Automation

Task scheduler

To run Pecos on an automated schedule, create a task using your operating systems. On Windows, open the Control Panel and search for Schedule Tasks. On Linux and OSX, use the cron utility.

Tasks are defined by a trigger and an action. The trigger indicates when the task should be run (i.e. Daily at 1:00 pm). The action can be set to run a batch file. A batch file (.bat or .cmd filename extension) can be easily written to start a Python script which runs Pecos. For example, the following batch file runs driver.py:

cd your_working_directory
C:\Users\username\Anaconda3\python.exe driver.py

Continuous analysis

The following example illustrates a framework that analyzes continuous streaming data and provides reports. For continuous data streams, it is often advantageous to provide quality control analysis and reports at a regular interval. While the analysis and reporting can occur every time new data is available, it is often more informative and more efficient to run analysis and create reports that cover a longer time interval. For example, data might be collected every minute and quality control analysis might be run every day.

The following example pulls data from an SQL database that includes a table of raw data (data), table of data that has completed quality control analysis (qc_data), and a table that stores a summary of quality control test failures (qc_summary).
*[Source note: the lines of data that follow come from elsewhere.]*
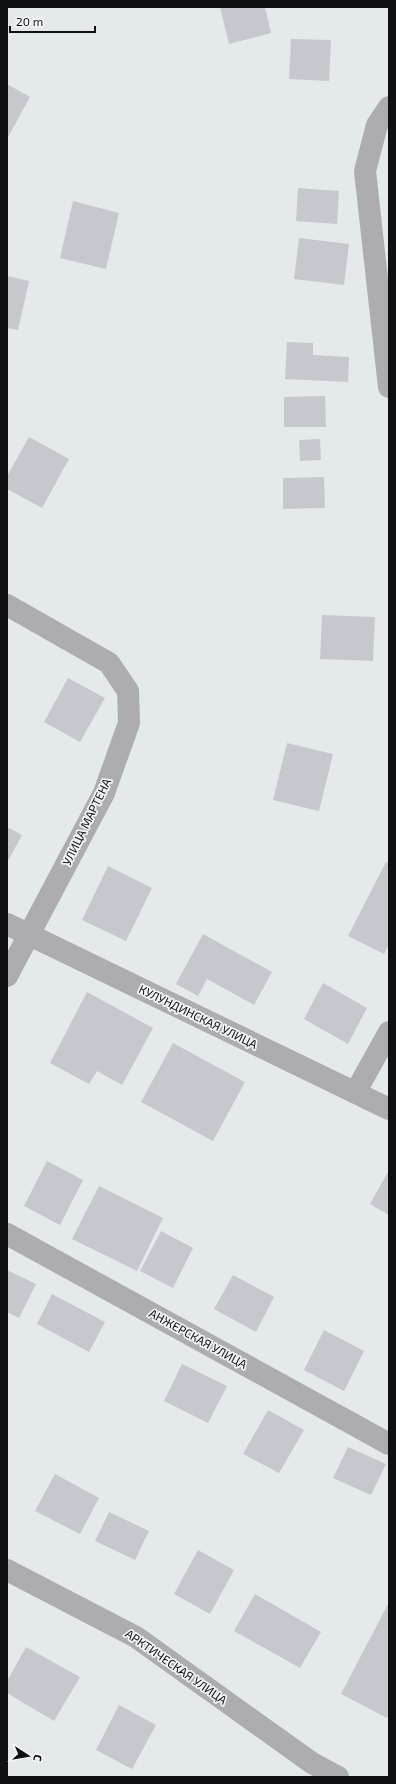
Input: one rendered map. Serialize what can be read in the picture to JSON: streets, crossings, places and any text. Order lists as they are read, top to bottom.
{
  "streets": {
    "street": [
      "УЛИЦА МАРТЕНА",
      "КУЛУНДИНСКАЯ УЛИЦА",
      "АНЖЕРСКАЯ УЛИЦА",
      "АРКТИЧЕСКАЯ УЛИЦА"
    ]
  },
  "crossings": [
    ["УЛИЦА МАРТЕНА", "КУЛУНДИНСКАЯ УЛИЦА"]
  ],
  "scale_bar": "20 m",
  "north": "right"
}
After the analysis, quality control results are appended to the database. This process could also include metrics that describe the quality control results. The following code could be used as a Python driver that runs using a task scheduler every day, pulling in yesterday’s data. In this example, 1 hour of cleaned data is used to initialize the moving window and a streaming outlier test is run.

>>> import pandas as pd
>>> from sqlalchemy import create_engine
>>> import datetime
>>> import pecos

>>> # Create the SQLite engine
>>> engine = create_engine('sqlite:///monitor.db', echo=False)
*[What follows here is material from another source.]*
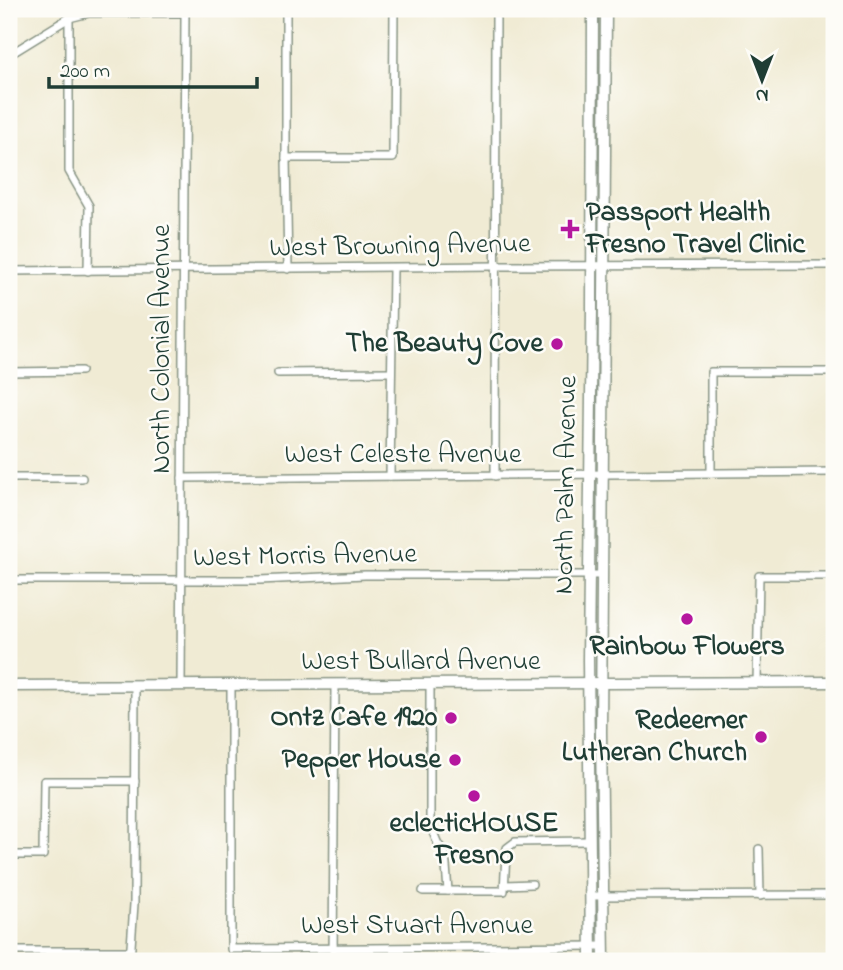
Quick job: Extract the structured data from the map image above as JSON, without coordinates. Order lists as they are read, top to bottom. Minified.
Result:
{"streets":{"main road":["North Palm Avenue","West Bullard Avenue"],"street":["West Browning Avenue","North Colonial Avenue","West Celeste Avenue","West Morris Avenue","West Stuart Avenue"]},"crossings":[["West Browning Avenue","North Colonial Avenue"],["West Browning Avenue","North Palm Avenue"],["North Colonial Avenue","West Celeste Avenue"],["North Colonial Avenue","West Morris Avenue"],["North Colonial Avenue","West Bullard Avenue"],["West Celeste Avenue","North Palm Avenue"],["North Palm Avenue","West Morris Avenue"],["North Palm Avenue","West Bullard Avenue"],["North Palm Avenue","West Stuart Avenue"],["West Bullard Avenue","West Stuart Avenue"]],"places":{"health":["Passport Health Fresno Travel Clinic"],"other":["The Beauty Cove","Rainbow Flowers","Ontz Cafe 1920","Redeemer Lutheran Church","Pepper House","eclecticHOUSE Fresno"]},"scale_bar":"200 m","north":"bottom"}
>>> # Define the date to extract yesterday's data
>>> date = datetime.date.today()-datetime.timedelta(days=1)

>>> # Load data and recent history from the database
>>> data = pd.read_sql("SELECT * FROM data WHERE timestamp BETWEEN '" + str(date) + \
...                    " 00:00:00' AND '" + str(date) + " 23:59:59';" , engine,
...                    parse_dates='timestamp', index_col='timestamp')

>>> history = pd.read_sql("SELECT * FROM qc_data WHERE timestamp BETWEEN '" + \
...                       str(date-datetime.timedelta(days=1)) + " 23:00:00' AND '" + \
...                       str(date-datetime.timedelta(days=1)) + " 23:59:59';" , engine,
...                       parse_dates='timestamp', index_col='timestamp')

>>> # Setup the PerformanceMonitoring with data and history and run a streaming outlier test
>>> pm = pecos.monitoring.PerformanceMonitoring()
>>> pm.add_dataframe(data)
>>> pm.add_dataframe(history)
>>> pm.check_outlier([-3, 3], window=3600, streaming=True)

>>> # Save the cleaned data and test results to the database
>>> pm.cleaned_data.to_sql('qc_data', engine, if_exists='append')
>>> pm.test_results.to_sql('qc_summary', engine, if_exists='append')

>>> # Create a monitoring report with test results and graphics
>>> test_results_graphics = pecos.graphics.plot_test_results(data, pm.test_results)
>>> filename = pecos.io.write_monitoring_report(pm.data, pm.test_results, test_results_graphics,
...             filename='monitoring_report_'+str(date)+'.html')

Configuration file

A configuration file can be used to store information about the system, data, and quality control tests. The configuration file is not used directly within Pecos, therefore there are no specific formatting requirements. Configuration files can be useful when using the same Python script to analyze several systems that have slightly different input requirements.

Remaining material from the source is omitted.